What you need to do: Each line of the entries, from the first to the line containing "Parse the map", is to be transcribed exactly as it stands; include no other lines.

---

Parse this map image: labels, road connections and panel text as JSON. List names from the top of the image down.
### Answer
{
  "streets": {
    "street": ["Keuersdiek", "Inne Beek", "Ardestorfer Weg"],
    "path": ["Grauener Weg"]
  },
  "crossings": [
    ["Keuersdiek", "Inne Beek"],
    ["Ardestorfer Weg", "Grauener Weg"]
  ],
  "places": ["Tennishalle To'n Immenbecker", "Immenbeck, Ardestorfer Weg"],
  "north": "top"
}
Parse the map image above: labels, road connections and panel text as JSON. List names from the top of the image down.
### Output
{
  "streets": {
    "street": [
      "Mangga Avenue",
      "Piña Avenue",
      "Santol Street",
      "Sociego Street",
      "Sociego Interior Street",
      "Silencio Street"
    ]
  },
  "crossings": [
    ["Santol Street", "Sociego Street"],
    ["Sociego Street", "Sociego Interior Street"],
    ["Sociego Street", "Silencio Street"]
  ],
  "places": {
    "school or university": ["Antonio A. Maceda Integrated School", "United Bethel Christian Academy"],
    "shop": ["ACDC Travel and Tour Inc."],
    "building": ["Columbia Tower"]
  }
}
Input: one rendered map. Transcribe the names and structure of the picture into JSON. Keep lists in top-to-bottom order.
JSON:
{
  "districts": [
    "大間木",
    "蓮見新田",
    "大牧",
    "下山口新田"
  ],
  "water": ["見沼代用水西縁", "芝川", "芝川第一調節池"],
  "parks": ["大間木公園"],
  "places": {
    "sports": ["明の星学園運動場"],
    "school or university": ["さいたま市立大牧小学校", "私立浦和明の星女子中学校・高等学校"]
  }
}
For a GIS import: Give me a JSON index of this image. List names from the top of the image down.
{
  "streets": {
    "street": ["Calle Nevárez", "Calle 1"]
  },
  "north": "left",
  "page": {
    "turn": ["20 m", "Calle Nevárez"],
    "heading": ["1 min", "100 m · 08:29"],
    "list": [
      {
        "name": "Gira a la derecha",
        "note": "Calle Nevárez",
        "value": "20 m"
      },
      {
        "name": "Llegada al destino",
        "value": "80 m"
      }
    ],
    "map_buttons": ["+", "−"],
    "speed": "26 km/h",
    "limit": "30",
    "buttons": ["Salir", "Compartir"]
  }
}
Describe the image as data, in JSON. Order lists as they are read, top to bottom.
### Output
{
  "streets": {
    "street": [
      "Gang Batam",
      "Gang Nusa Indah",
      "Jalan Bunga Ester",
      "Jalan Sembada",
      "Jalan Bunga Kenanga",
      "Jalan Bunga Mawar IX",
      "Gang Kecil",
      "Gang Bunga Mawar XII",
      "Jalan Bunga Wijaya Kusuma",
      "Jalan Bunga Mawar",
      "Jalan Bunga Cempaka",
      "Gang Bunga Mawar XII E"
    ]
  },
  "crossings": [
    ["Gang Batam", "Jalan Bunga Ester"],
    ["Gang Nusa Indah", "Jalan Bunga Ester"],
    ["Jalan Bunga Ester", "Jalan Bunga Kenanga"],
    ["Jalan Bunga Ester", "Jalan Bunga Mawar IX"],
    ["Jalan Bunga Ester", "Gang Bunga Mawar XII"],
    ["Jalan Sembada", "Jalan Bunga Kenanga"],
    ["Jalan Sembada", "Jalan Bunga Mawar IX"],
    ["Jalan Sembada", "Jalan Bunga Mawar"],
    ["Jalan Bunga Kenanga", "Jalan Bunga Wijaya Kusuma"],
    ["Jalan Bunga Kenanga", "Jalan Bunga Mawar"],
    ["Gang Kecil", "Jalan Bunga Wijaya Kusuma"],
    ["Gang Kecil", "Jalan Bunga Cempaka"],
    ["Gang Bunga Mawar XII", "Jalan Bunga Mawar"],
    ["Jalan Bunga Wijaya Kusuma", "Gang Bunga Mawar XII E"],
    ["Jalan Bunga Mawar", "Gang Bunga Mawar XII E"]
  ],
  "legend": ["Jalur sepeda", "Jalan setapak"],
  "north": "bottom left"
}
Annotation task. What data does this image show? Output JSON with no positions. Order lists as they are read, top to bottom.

---

Reply to the task:
Parse this map image: labels, road connections and panel text as JSON. List names from the top of the image down.
### Answer
{
  "streets": {
    "street": ["Keuersdiek", "Inne Beek", "Ardestorfer Weg"],
    "path": ["Grauener Weg"]
  },
  "crossings": [
    ["Keuersdiek", "Inne Beek"],
    ["Ardestorfer Weg", "Grauener Weg"]
  ],
  "places": ["Tennishalle To'n Immenbecker", "Immenbeck, Ardestorfer Weg"],
  "north": "top"
}
Parse the map image above: labels, road connections and panel text as JSON. List names from the top of the image down.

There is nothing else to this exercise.